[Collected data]
-*-*-
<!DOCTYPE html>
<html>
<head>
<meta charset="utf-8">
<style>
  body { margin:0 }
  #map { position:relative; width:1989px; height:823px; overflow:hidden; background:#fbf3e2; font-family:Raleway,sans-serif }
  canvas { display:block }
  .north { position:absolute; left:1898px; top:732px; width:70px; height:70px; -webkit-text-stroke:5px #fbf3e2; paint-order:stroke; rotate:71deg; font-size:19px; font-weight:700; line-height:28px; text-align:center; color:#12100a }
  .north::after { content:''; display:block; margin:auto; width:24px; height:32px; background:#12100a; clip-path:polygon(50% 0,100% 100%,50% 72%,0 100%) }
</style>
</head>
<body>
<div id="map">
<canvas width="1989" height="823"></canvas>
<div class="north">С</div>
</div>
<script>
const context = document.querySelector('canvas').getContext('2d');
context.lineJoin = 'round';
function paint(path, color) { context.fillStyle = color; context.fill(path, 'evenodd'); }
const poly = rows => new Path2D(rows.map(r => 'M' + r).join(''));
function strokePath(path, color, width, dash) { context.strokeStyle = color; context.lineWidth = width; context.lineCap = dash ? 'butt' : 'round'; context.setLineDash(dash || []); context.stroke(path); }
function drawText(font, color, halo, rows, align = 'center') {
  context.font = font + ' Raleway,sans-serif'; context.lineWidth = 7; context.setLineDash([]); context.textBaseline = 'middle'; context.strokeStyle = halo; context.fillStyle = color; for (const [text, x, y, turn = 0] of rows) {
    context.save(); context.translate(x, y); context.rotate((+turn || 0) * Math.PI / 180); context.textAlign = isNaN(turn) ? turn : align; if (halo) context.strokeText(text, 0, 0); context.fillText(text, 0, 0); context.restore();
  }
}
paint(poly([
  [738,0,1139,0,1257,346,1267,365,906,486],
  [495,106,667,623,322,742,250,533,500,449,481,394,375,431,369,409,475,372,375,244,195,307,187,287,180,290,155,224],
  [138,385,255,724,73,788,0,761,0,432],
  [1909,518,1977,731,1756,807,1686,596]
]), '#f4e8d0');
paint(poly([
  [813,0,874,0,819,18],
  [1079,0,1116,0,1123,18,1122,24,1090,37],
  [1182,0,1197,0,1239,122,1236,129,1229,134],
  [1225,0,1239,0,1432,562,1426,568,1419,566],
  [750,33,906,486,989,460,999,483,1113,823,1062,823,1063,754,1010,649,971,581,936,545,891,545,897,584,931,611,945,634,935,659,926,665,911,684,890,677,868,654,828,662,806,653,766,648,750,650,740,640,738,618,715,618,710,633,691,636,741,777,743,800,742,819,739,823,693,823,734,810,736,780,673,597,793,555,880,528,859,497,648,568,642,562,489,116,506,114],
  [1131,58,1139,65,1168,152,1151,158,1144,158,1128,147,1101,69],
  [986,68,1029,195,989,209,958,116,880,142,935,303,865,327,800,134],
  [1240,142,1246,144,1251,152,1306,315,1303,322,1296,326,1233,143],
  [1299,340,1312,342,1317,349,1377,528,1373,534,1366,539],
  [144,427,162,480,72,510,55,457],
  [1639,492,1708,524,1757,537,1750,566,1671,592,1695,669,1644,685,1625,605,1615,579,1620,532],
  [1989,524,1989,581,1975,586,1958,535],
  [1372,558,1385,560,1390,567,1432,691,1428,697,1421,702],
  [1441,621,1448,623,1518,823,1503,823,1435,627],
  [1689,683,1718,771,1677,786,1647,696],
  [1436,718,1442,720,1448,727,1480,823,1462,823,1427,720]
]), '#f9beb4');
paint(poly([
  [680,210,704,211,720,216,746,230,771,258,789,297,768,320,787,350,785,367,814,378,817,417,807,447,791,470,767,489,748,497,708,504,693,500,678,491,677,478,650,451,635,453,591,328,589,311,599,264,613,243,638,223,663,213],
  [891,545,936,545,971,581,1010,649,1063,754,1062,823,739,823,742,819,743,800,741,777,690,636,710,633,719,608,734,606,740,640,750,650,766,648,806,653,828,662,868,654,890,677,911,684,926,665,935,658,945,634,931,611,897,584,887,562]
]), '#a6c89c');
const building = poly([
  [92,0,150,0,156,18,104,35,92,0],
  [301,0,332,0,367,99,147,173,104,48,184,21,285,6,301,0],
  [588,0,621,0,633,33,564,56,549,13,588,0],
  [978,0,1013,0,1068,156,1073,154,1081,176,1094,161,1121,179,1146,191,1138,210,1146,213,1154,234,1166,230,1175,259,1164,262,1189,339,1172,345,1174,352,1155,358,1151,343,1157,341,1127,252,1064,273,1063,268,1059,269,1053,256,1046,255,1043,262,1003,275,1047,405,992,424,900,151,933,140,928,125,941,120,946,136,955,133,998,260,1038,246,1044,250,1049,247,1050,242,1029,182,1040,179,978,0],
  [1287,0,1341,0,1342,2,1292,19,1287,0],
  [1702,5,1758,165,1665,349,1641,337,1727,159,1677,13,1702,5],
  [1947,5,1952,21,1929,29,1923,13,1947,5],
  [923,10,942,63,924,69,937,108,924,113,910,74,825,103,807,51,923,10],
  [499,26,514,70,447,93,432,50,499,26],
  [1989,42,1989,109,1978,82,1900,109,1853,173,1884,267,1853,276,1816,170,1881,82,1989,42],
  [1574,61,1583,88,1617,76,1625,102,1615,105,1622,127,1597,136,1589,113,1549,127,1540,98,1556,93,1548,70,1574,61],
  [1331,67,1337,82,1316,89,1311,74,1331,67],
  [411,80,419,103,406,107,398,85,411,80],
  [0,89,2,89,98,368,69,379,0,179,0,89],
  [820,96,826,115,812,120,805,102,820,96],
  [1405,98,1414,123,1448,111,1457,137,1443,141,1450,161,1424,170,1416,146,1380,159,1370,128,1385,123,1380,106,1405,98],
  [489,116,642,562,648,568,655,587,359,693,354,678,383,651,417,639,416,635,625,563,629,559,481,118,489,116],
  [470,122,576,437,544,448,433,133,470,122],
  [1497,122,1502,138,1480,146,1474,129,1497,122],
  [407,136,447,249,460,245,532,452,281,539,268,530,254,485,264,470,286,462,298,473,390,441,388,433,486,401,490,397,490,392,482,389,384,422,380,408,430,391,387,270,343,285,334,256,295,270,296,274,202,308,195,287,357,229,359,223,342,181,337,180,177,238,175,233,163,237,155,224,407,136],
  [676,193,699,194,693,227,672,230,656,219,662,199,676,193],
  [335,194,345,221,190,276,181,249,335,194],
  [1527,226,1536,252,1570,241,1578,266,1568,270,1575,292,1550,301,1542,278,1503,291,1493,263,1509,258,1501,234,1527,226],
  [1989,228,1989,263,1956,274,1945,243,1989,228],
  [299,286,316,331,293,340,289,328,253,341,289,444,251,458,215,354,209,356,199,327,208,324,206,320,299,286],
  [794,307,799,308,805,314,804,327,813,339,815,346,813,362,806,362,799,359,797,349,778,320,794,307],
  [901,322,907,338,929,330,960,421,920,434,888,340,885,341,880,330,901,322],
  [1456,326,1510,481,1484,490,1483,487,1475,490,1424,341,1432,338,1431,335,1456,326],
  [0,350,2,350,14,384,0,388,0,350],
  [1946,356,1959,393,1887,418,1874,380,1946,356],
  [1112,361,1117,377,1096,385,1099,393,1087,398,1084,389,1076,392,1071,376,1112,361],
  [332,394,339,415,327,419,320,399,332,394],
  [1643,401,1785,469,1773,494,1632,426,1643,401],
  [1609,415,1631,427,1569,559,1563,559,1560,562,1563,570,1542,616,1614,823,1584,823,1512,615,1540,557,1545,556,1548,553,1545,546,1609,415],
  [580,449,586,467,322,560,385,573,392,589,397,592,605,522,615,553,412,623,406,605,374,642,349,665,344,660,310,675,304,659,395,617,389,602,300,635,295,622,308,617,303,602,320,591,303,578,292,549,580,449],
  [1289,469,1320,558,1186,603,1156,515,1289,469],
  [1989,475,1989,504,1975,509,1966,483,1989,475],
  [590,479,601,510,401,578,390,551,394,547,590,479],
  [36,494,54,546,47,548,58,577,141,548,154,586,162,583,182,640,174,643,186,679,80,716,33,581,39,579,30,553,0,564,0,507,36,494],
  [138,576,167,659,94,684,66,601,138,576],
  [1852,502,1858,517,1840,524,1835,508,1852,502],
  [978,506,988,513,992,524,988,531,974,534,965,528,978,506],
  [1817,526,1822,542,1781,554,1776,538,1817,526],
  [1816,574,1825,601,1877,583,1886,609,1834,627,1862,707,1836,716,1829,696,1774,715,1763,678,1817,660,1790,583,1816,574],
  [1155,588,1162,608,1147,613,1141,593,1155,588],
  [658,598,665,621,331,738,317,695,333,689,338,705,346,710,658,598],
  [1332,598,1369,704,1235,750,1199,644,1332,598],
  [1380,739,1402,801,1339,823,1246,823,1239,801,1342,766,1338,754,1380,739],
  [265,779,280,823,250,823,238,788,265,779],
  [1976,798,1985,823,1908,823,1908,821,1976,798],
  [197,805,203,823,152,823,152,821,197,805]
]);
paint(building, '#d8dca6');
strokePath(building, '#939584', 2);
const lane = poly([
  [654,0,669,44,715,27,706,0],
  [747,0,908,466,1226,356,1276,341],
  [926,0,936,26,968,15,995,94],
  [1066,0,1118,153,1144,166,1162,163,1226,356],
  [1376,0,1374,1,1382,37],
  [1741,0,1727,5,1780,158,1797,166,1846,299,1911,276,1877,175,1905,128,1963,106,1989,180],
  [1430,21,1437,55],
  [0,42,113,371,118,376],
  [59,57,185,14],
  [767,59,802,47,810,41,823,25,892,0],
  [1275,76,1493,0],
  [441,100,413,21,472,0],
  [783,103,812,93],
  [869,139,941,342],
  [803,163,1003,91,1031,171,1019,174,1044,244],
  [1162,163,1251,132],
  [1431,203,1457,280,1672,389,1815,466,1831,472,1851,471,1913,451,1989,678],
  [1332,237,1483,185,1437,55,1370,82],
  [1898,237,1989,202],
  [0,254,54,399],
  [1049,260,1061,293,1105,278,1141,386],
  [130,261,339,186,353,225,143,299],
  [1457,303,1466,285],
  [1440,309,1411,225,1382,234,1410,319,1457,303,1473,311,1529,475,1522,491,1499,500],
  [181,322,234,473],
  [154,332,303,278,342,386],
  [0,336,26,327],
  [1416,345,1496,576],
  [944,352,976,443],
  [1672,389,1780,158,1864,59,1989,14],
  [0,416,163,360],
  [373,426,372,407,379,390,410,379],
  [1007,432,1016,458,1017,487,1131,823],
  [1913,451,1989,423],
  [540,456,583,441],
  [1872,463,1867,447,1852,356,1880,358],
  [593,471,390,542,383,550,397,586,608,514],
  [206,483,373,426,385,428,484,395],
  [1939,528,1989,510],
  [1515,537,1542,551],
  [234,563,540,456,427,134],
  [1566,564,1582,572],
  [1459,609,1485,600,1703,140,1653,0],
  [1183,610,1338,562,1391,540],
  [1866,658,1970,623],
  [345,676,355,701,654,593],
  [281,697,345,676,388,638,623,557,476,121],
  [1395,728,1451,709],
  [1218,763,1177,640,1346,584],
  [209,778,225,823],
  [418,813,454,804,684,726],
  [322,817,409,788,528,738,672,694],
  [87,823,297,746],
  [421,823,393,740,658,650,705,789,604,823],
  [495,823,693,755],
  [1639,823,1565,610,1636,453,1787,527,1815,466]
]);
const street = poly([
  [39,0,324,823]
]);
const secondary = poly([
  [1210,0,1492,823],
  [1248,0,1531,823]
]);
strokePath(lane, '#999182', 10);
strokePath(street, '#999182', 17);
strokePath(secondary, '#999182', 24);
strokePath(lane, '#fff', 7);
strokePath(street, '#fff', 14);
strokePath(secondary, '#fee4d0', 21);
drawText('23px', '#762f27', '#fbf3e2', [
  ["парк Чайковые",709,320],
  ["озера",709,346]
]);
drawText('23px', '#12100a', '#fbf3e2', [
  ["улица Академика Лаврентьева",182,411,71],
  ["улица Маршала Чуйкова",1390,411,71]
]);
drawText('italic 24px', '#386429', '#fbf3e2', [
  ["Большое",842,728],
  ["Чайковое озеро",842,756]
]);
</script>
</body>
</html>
-*-*-
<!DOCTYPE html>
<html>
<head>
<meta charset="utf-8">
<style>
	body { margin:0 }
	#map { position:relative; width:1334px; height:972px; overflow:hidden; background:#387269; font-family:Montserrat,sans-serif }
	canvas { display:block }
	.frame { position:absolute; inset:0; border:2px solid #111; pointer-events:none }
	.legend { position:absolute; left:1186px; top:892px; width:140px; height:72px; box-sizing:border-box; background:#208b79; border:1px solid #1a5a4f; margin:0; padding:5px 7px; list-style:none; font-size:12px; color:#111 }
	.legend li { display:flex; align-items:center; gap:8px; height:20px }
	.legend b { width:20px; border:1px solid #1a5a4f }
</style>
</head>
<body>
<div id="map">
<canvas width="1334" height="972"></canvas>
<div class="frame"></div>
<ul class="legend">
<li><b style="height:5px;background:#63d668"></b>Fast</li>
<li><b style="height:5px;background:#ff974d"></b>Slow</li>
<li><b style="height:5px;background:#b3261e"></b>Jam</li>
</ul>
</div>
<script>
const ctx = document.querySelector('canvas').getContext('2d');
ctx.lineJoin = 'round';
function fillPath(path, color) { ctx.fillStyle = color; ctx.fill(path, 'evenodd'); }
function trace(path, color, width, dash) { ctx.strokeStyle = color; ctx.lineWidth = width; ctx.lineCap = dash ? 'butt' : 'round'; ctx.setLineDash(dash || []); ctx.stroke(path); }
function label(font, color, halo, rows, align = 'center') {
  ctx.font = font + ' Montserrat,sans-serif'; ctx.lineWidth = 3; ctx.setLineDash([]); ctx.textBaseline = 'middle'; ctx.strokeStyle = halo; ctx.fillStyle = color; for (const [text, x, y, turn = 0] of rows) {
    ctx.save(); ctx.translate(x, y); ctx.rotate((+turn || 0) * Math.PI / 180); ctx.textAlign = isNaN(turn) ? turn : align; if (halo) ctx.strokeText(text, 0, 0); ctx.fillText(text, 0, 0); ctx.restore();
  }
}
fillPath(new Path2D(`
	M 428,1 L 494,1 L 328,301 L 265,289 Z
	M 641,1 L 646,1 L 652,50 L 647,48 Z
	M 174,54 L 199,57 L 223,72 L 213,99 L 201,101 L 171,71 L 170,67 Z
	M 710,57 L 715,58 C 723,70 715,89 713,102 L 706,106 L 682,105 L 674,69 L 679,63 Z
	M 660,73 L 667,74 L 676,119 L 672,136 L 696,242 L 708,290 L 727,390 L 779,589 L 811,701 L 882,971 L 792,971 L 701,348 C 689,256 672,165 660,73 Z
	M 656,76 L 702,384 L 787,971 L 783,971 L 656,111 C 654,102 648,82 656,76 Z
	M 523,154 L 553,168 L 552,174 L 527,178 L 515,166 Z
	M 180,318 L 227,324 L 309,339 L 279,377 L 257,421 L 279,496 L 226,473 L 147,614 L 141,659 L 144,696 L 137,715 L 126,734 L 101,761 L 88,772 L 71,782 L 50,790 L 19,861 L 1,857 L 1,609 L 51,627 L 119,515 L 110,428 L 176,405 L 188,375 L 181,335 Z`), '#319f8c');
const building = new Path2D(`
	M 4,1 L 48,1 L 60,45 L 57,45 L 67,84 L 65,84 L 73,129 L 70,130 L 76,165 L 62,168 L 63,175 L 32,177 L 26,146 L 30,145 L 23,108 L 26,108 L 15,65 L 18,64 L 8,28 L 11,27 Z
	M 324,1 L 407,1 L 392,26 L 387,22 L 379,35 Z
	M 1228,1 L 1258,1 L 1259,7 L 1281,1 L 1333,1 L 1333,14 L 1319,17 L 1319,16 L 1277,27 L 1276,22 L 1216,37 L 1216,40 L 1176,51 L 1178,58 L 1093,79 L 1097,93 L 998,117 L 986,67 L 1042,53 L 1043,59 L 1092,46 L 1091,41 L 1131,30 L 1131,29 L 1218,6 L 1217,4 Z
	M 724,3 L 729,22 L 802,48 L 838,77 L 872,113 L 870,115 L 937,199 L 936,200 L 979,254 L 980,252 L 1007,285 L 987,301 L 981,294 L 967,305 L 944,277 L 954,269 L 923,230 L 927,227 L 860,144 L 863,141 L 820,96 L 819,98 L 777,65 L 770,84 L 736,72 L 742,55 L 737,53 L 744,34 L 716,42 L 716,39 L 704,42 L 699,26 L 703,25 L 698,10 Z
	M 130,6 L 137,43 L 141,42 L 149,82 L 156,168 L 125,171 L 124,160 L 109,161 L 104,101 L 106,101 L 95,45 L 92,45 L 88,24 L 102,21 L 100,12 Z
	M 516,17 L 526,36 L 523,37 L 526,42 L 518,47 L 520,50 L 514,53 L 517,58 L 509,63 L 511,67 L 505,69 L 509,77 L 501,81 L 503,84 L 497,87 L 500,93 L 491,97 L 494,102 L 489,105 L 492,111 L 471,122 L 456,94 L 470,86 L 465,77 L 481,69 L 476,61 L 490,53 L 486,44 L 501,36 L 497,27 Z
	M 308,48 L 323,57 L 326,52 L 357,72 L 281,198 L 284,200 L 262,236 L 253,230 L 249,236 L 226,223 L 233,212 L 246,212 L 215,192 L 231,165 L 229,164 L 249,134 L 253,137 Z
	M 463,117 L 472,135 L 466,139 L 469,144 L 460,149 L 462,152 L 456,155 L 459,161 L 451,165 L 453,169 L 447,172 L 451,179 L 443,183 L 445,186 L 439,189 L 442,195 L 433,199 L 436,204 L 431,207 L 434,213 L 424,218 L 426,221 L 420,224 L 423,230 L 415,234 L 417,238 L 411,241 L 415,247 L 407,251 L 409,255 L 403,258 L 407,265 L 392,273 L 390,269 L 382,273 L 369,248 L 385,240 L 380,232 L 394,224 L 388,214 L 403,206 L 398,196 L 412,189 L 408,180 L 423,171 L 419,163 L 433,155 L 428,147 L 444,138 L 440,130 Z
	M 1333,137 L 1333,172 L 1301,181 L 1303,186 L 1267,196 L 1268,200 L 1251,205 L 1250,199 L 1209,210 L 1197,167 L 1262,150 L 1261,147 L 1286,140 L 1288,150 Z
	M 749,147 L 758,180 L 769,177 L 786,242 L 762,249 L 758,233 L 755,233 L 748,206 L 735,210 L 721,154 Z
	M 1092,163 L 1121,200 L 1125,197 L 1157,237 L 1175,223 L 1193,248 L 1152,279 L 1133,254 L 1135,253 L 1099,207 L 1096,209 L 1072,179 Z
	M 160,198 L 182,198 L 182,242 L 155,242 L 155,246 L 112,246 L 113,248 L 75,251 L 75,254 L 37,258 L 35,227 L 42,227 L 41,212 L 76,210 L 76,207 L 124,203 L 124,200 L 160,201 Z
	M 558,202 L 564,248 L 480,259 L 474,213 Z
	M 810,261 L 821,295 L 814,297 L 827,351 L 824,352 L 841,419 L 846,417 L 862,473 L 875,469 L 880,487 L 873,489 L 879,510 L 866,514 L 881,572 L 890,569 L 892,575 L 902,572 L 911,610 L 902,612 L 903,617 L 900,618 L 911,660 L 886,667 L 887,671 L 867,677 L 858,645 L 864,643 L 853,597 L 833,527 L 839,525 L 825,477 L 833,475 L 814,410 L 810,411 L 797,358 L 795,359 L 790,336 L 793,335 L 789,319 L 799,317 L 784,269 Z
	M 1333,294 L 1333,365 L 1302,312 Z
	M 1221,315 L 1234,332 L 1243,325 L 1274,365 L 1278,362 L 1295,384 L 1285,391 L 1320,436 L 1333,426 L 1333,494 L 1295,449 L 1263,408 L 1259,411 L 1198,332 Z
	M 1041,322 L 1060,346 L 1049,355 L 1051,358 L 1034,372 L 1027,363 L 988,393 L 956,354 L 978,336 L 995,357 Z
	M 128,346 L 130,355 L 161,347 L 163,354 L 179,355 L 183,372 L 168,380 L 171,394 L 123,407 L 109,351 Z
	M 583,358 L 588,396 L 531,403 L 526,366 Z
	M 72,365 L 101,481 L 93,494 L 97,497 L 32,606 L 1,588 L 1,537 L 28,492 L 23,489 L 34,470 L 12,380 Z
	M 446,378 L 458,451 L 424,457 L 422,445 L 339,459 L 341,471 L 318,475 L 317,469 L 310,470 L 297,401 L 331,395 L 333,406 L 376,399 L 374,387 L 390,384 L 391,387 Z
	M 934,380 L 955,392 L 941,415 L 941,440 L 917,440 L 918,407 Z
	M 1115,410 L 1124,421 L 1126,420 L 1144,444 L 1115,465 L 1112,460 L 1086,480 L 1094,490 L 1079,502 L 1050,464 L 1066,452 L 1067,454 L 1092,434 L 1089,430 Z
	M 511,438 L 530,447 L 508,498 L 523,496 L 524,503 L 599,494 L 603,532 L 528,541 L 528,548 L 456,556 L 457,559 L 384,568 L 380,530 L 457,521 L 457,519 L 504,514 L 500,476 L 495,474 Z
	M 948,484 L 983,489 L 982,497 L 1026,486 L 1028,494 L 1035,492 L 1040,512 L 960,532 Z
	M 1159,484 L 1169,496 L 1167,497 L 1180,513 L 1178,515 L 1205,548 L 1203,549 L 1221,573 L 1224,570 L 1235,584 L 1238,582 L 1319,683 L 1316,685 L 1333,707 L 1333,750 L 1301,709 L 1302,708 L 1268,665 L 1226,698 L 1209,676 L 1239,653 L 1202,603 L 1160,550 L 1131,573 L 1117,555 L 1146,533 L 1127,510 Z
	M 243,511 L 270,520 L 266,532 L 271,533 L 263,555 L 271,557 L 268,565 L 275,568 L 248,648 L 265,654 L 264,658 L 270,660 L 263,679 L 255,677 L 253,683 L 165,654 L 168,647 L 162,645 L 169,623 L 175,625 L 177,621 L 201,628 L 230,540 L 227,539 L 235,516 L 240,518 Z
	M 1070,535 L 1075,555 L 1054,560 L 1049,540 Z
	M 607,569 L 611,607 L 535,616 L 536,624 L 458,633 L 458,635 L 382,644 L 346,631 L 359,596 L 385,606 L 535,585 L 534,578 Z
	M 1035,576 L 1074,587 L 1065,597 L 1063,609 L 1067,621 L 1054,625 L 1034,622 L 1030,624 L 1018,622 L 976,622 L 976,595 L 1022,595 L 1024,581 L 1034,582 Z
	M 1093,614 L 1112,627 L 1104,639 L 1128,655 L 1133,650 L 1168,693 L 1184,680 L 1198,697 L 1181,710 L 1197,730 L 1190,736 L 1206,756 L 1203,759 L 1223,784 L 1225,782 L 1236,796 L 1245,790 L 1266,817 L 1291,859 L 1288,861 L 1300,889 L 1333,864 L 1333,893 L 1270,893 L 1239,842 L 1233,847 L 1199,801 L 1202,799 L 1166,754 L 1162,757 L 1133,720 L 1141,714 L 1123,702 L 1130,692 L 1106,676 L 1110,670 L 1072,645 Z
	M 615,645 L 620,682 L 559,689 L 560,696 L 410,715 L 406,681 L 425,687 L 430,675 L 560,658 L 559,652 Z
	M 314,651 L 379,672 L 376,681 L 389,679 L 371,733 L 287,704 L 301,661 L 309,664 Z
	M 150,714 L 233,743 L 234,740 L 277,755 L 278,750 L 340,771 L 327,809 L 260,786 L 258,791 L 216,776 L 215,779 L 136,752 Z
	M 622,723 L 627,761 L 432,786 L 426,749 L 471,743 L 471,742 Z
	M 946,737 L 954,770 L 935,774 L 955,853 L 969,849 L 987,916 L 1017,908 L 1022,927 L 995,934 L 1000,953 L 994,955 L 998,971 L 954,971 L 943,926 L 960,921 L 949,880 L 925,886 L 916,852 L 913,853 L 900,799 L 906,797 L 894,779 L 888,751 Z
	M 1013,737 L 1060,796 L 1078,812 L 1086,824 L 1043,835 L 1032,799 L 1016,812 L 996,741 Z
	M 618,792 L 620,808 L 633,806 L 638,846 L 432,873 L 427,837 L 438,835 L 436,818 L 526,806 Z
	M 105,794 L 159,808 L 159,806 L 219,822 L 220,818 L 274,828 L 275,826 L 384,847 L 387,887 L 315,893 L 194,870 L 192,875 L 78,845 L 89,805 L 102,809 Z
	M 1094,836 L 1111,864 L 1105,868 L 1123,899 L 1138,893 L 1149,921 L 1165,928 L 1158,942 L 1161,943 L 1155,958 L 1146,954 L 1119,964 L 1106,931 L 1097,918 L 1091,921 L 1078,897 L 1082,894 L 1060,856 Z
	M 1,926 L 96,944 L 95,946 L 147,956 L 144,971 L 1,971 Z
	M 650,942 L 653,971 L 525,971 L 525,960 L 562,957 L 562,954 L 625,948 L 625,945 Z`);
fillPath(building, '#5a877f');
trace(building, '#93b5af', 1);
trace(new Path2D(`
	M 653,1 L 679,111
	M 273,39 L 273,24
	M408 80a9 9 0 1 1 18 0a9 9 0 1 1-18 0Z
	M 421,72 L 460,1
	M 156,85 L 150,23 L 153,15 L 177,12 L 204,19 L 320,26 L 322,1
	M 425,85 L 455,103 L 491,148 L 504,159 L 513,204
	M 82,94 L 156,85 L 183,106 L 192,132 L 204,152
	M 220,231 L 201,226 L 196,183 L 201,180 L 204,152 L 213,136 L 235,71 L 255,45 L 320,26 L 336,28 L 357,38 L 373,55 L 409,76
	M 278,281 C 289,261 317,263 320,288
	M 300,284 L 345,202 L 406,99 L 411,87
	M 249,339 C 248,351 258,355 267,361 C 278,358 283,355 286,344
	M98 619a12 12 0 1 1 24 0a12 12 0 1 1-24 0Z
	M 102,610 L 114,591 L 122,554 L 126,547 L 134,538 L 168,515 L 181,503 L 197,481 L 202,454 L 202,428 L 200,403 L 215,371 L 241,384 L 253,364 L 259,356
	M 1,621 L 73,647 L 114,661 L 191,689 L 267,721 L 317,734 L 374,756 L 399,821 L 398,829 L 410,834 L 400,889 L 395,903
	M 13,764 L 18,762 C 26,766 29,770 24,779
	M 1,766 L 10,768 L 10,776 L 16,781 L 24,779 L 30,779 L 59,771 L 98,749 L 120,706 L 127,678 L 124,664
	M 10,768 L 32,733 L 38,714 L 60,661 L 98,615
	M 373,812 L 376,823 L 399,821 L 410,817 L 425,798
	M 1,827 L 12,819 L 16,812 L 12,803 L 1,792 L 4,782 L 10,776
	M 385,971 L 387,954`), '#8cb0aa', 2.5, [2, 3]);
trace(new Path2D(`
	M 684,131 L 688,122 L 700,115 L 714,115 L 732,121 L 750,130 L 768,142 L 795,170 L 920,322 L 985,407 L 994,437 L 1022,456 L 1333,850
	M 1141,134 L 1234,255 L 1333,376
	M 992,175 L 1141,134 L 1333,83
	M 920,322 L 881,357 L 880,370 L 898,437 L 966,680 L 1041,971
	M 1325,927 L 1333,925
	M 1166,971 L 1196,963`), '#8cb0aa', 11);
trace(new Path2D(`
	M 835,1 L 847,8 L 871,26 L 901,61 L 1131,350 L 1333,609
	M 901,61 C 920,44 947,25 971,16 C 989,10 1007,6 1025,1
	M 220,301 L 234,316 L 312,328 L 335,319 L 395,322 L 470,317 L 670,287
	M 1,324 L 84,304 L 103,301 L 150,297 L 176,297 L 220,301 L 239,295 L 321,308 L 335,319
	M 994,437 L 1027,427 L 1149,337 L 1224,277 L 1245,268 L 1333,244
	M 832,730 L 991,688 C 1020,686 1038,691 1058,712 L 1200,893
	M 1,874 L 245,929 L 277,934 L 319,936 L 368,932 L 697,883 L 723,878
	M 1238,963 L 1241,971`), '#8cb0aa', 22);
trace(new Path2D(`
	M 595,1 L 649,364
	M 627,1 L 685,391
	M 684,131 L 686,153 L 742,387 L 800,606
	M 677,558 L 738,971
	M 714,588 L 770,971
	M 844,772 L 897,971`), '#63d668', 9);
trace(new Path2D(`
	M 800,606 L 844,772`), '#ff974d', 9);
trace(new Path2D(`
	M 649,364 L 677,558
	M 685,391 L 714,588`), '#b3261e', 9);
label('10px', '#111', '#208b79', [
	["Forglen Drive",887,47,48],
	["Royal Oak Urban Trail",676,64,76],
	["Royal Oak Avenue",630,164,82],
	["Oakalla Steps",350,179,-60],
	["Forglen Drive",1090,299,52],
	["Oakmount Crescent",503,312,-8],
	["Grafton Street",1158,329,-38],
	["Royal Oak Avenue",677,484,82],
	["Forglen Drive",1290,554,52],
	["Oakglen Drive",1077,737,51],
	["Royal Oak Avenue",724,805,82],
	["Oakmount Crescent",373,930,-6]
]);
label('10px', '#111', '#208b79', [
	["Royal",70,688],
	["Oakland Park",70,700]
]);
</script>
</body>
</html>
-*-*-
Task item —
Lines holding the word "textBaseline" are the answer; copy each one from the records above.

Written solution —
  context.font = font + ' Raleway,sans-serif'; context.lineWidth = 7; context.setLineDash([]); context.textBaseline = 'middle'; context.strokeStyle = halo; context.fillStyle = color; for (const [text, x, y, turn = 0] of rows) {
  ctx.font = font + ' Montserrat,sans-serif'; ctx.lineWidth = 3; ctx.setLineDash([]); ctx.textBaseline = 'middle'; ctx.strokeStyle = halo; ctx.fillStyle = color; for (const [text, x, y, turn = 0] of rows) {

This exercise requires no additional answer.